What is needed →
Every line in the records below that holds the word "hidden" is to be copied.

◇ ◇ ◇ ◇

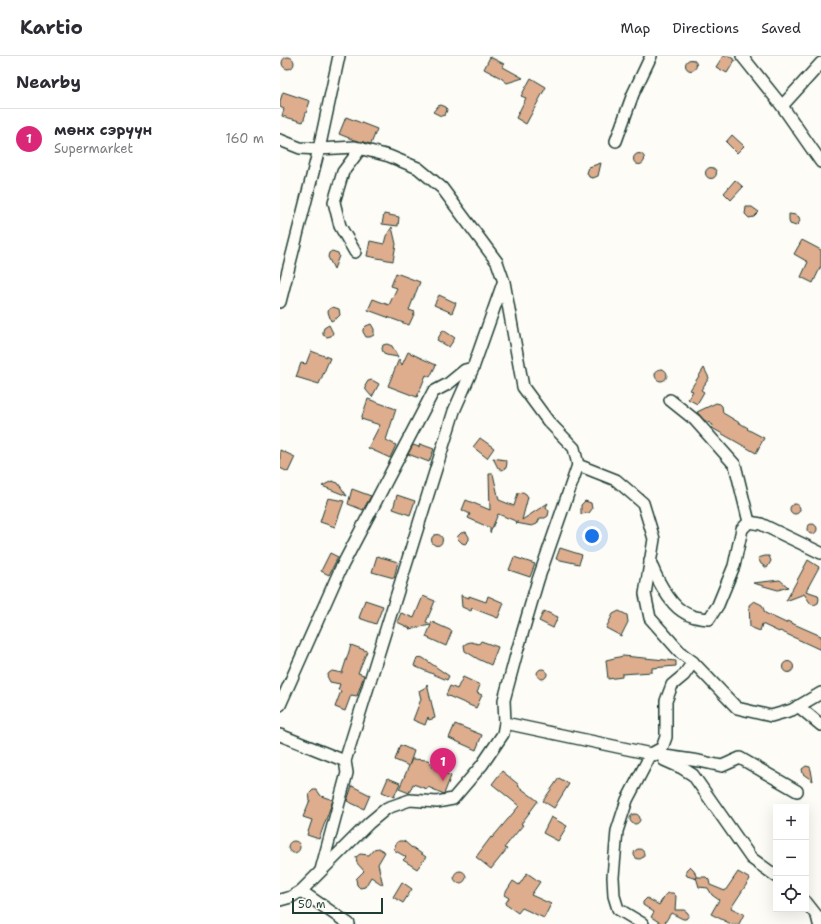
<!DOCTYPE html>
<meta charset="utf-8">
<style>
:root{--surface:#fff;--page:#f7f7f7;--text:#2b2b33;--muted:#7c7c81;--line:#e1e1e2;--accent:#db2777}
body{margin:0;font-family:"Shantell Sans",sans-serif;background:var(--page);color:var(--text)}
.controls{position:absolute;right:12px;bottom:12px;display:grid;overflow:hidden;border-radius:0px;box-shadow:0 4px 16px #0002}
.controls button{width:36px;height:36px;display:grid;place-items:center;padding:0;border:0;border-bottom:1px solid var(--line);background:var(--surface);color:var(--text);font:20px sans-serif}
.scale{position:absolute;left:12px;bottom:10px;width:91px;box-sizing:border-box;padding-left:4px;border:2px solid #1f3d34;border-top:0;font-size:11px;line-height:14px;white-space:nowrap;color:#1f3d34;-webkit-text-stroke:3px #fdfcf7;paint-order:stroke}
.you{position:absolute;left:312px;top:480px;width:14px;height:14px;margin:-10px;border:3px solid #fff;border-radius:50%;background:#1a73e8;box-shadow:0 0 0 6px #1a73e833}
.badge{display:grid;place-items:center;width:26px;height:26px;border-radius:50%;background:var(--accent);color:#fff;font-size:13px;font-weight:700}
.pin{position:absolute;translate:-50% -33px;filter:drop-shadow(0 1px 2px #0008)}
.pin::after{content:'';position:absolute;top:21px;width:14px;height:12px;background:inherit;clip-path:polygon(0 0,100% 0,50% 100%)}
.list{margin:0;padding:0;list-style:none}
h2{display:flex;justify-content:space-between;align-items:center;height:52px;margin:0;padding:0 16px;font-size:17px}
h2 small{font-size:13px;font-weight:400;color:var(--muted)}
.list li{display:grid;grid-template-columns:26px 1fr auto;gap:12px;align-items:center;box-sizing:border-box;height:60px;padding:0 16px;border-top:1px solid var(--line)}
.list b{display:block;font-size:15px;white-space:nowrap}
.list p{margin:0;font-size:13px;white-space:nowrap;color:var(--muted)}
.list em{font-size:13px;font-style:normal;color:var(--muted)}
.icon{flex:none;width:22px;height:22px;fill:none;stroke:currentColor;stroke-width:2;stroke-linecap:round;stroke-linejoin:round}
.map{position:relative;flex:none;width:541px;height:868px;overflow:hidden}
header{display:flex;align-items:center;gap:24px;box-sizing:border-box;height:56px;padding:0 20px;background:var(--surface);border-bottom:1px solid var(--line)}
header strong{font-size:19px}
nav{display:flex;gap:22px;margin-inline-start:auto;font-size:14px}
main{display:flex}
aside{flex:1;background:var(--surface)}
.map>svg:first-child{display:block}
</style>
<header>
<strong>Kartio</strong>
<nav><a>Map</a><a>Directions</a><a>Saved</a></nav>
</header>
<main>
<aside>
<h2>Nearby<small></small></h2>
<ul class="list">
<li><span class="badge">1</span><div><b>мөнх сэрүүн</b><p>Supermarket</p></div><em>160 m</em></li>
</ul>
</aside>
<div class="map">
<svg width="541" height="868" viewBox="0 0 541 868">
<rect width="100%" height="100%" fill="#fdfcf7"/>
<filter id="ink" filterUnits="userSpaceOnUse"><feTurbulence type="fractalNoise" baseFrequency=".025" numOctaves="2"/><feDisplacementMap in="SourceGraphic" scale="8" xChannelSelector="R" yChannelSelector="G"/><feConvolveMatrix kernelMatrix="1 2 1 2 8 2 1 2 1" color-interpolation-filters="sRGB"/></filter>
<g filter="url(#ink)">
<g fill="#ddad8e" stroke="#1f3d34">
<polygon points="443,0 449,0 455,4 447,17 436,11"/>
<circle cx="8" cy="7" r="6"/>
<polygon points="210,1 224,8 223,11 243,22 227,27 221,22 204,13"/>
<circle cx="411" cy="9" r="5.5"/>
<polygon points="251,22 266,31 246,68 236,62 246,42 241,40"/>
<polygon points="3,36 30,45 23,66 2,60 4,53 0,51 0,45"/>
<polygon points="161,49 166,51 167,54 165,59 161,60 153,56 158,50"/>
<polygon points="66,61 97,73 91,88 74,84 59,78"/>
<polygon points="452,79 464,90 457,97 446,86"/>
<circle cx="359" cy="103" r="5.5"/>
<polygon points="321,107 318,120 313,122 309,121 307,117 309,111"/>
<circle cx="431" cy="117" r="5.5"/>
<polygon points="455,124 463,131 451,144 444,137"/>
<polygon points="466,151 472,151 479,156 474,161 469,162 465,158"/>
<polygon points="104,158 119,161 118,170 102,168"/>
<polygon points="509,158 516,159 519,161 520,165 518,168 516,170 510,168 509,165"/>
<polygon points="112,171 116,188 113,205 87,200 90,185 104,188 106,180"/>
<polygon points="522,184 541,194 541,210 533,227 521,221 528,206 514,198"/>
<polygon points="52,195 58,197 59,200 54,213 48,201 49,197"/>
<polygon points="116,217 140,226 129,254 135,256 129,269 88,254 93,243 109,249 117,232 111,230"/>
<polygon points="159,239 176,247 172,257 154,249"/>
<polygon points="53,251 59,253 60,259 57,262 51,265 48,256 49,253"/>
<polygon points="91,268 94,273 94,279 90,281 86,281 83,276 83,273 86,270"/>
<polygon points="49,269 53,277 51,280 47,281 43,279 43,275 44,272"/>
<polygon points="163,274 175,282 169,291 157,284"/>
<polygon points="107,288 112,290 118,301 106,299 103,296 102,293 103,289"/>
<polygon points="31,295 50,302 39,328 16,321 21,307 26,308"/>
<polygon points="128,296 156,309 150,321 146,319 137,341 108,330 119,303 122,309"/>
<polygon points="424,312 429,322 421,334 424,336 417,348 408,343 413,335 410,334"/>
<circle cx="381" cy="319" r="6"/>
<polygon points="92,324 99,328 92,341 86,334 85,330 88,325"/>
<polygon points="88,343 116,353 106,384 116,389 110,402 88,392 100,369 81,363"/>
<polygon points="436,347 440,348 442,350 443,357 468,372 467,373 484,382 476,397 432,372 433,369 424,364 417,356"/>
<polygon points="200,382 214,392 207,402 193,391"/>
<polygon points="140,388 154,393 149,406 128,398 133,389 139,391"/>
<polygon points="0,394 15,401 8,416 0,412"/>
<polygon points="213,402 225,404 227,407 226,412 222,414 218,412"/>
<polygon points="209,418 213,418 219,444 234,450 238,437 243,436 246,438 248,441 242,464 268,447 266,451 269,455 268,460 265,462 260,462 257,468 252,470 236,467 238,466 218,458 210,477 210,472 188,462 190,458 182,454 186,444 210,454"/>
<polygon points="52,425 58,427 67,440 42,430"/>
<polygon points="72,433 91,440 83,454 68,448"/>
<polygon points="117,439 135,445 130,459 113,453"/>
<polygon points="48,442 64,445 55,471 40,466"/>
<polygon points="305,445 311,447 312,453 309,457 301,458 301,449"/>
<circle cx="515" cy="453" r="5"/>
<circle cx="532" cy="473" r="5"/>
<polygon points="186,476 189,481 189,484 185,488 182,487 177,482 178,480 181,477"/>
<circle cx="157" cy="484" r="5.5"/>
<polygon points="280,492 302,499 299,508 276,503"/>
<polygon points="50,497 58,501 49,519 41,515"/>
<polygon points="97,500 118,506 114,522 92,516"/>
<polygon points="485,500 489,500 491,505 487,512 481,508 478,502"/>
<polygon points="234,501 255,508 250,521 229,514"/>
<polygon points="528,504 539,511 526,535 538,539 539,543 538,547 534,549 531,548 524,538 506,545"/>
<polygon points="500,524 508,531 498,534 473,527"/>
<polygon points="181,539 189,542 189,540 206,546 208,540 224,547 218,562 192,552 191,555 182,551"/>
<polygon points="143,540 155,545 146,566 151,568 152,566 172,575 166,590 146,581 151,569 129,573 130,572 117,566 121,557 134,562"/>
<polygon points="85,544 103,550 96,568 79,562"/>
<polygon points="474,545 482,549 485,557 506,567 507,565 541,580 541,594 500,575 499,576 482,568 480,575 470,571 469,549"/>
<polygon points="264,555 278,561 273,572 259,565"/>
<polygon points="339,555 347,559 348,566 341,580 326,572 333,558"/>
<polygon points="201,585 218,591 211,609 198,603 185,595 184,589 187,587 191,586 199,588"/>
<polygon points="71,589 87,595 78,617 84,619 77,640 71,639 65,655 55,651 61,635 58,634 60,628 50,626 47,620 49,617 52,615 62,617"/>
<polygon points="343,600 396,605 396,610 372,612 372,616 342,618 342,621 328,623 326,604"/>
<polygon points="139,601 143,602 169,620 167,624 134,610 136,604"/>
<circle cx="508" cy="611" r="5.5"/>
<circle cx="262" cy="618" r="5"/>
<polygon points="183,621 200,629 197,637 202,639 196,652 166,639 170,630 177,633"/>
<polygon points="147,628 155,662 149,664 148,661 145,669 133,664 141,643 139,635 146,631"/>
<polygon points="175,668 202,679 196,694 169,682"/>
<polygon points="120,689 134,695 129,710 115,704"/>
<polygon points="132,703 148,704 151,707 153,712 171,720 164,738 148,731 147,733 133,728 129,737 119,733"/>
<polygon points="526,710 530,711 531,714 533,725 523,718 522,713"/>
<polygon points="222,715 239,729 238,730 258,745 241,768 243,769 224,792 227,793 211,813 196,801 211,781 212,782 239,750 212,728"/>
<polygon points="108,722 120,727 114,741 102,736"/>
<polygon points="279,722 289,728 274,752 263,745"/>
<polygon points="72,730 90,739 84,753 67,745"/>
<polygon points="33,734 37,734 41,740 53,744 39,783 27,779 32,764 23,761 30,744 29,738"/>
<circle cx="355" cy="763" r="5"/>
<polygon points="271,761 287,770 278,785 263,777"/>
<circle cx="14" cy="791" r="6"/>
<polygon points="119,785 124,785 132,792 132,791 146,801 137,813 123,804 126,801 114,794 116,787"/>
<polygon points="98,792 105,796 98,808 103,829 91,821 85,831 80,832 77,829 76,823 84,815 77,807 76,801 80,798 89,799 94,793"/>
<circle cx="359" cy="798" r="5"/>
<polygon points="410,810 414,814 417,823 407,820 406,818 406,814"/>
<circle cx="180" cy="821" r="6"/>
<polygon points="458,816 470,823 451,852 464,858 459,868 451,868 431,858 439,844 432,839 428,832 419,831 416,821 426,821 429,824 430,829 445,835"/>
<polygon points="247,817 260,826 251,839 271,848 264,862 242,852 238,857 225,848 229,842 224,839 233,825 239,829"/>
<polygon points="122,826 132,833 123,847 113,841"/>
<polygon points="389,837 393,837 396,840 395,854 404,854 407,856 409,859 406,863 403,863 391,857 384,868 382,868 371,861 374,856 363,849 363,846 367,842 379,849 385,839"/>
</g>
<g fill="none" stroke-linecap="round" stroke-linejoin="round">
<g stroke="#1f3d34" stroke-width="14">
<g id="street">
<polyline points="462,0 502,50 541,106"/>
<polyline points="502,50 541,7"/>
<polyline points="0,84 20,92 39,93 75,91 109,100 138,112 162,132 217,206 224,226 243,331 268,365 294,392 298,409 336,424 363,447 374,483 365,538 370,562 401,597 413,606 457,652 491,660 512,654 541,637"/>
<polyline points="336,85 353,38 371,0"/>
<polyline points="75,196 60,170 54,146 63,116 81,92"/>
<polyline points="0,246 39,93 59,0"/>
<polyline points="390,344 415,364 455,409 469,466"/>
<path d="M370,505C375,520 389,547 402,555C410,561 419,562 429,563L438,549L454,510L462,473L469,466L481,468L541,497"/>
<polyline points="0,649 60,514 153,336 168,328 185,314 193,312"/>
<polyline points="518,650 541,669"/>
<polyline points="225,667 224,644 238,592 258,524 298,409"/>
<polyline points="0,679 65,705"/>
<polyline points="384,704 402,712 413,719 471,802 496,820"/>
<polyline points="41,814 67,717 65,705 174,355 193,312 223,227"/>
<polyline points="21,835 69,868"/>
<polyline points="0,844 11,841 21,835 89,767 107,752 130,744 157,746 173,743 202,709 223,678 225,667 371,698 419,705 442,710 460,702 517,735"/>
<polyline points="526,846 537,860 539,868"/>
<polyline points="363,868 338,853 334,840 333,821 337,775 347,744 371,698 382,692 386,681 386,645 392,629 404,619 413,606"/>
</g>
</g>
<use href="#street" stroke="#fdfcf7" stroke-width="11"/>
</g>
</g>
</svg>
<div class="controls">
<button>+</button>
<button>−</button>
<button><svg class="icon" aria-label="locate" viewBox="0 0 24 24"><circle cx="12" cy="12" r="6"/><path d="M12 2v4M12 18v4M2 12h4M18 12h4"/></svg></button>
</div>
<div class="scale">50 m</div>
<div class="you"></div>
<div class="pin badge" style="left:163px;top:725px">1</div>
</div>
</main>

◇ ◇ ◇ ◇

Finished exercise →
.controls{position:absolute;right:12px;bottom:12px;display:grid;overflow:hidden;border-radius:0px;box-shadow:0 4px 16px #0002}
.map{position:relative;flex:none;width:541px;height:868px;overflow:hidden}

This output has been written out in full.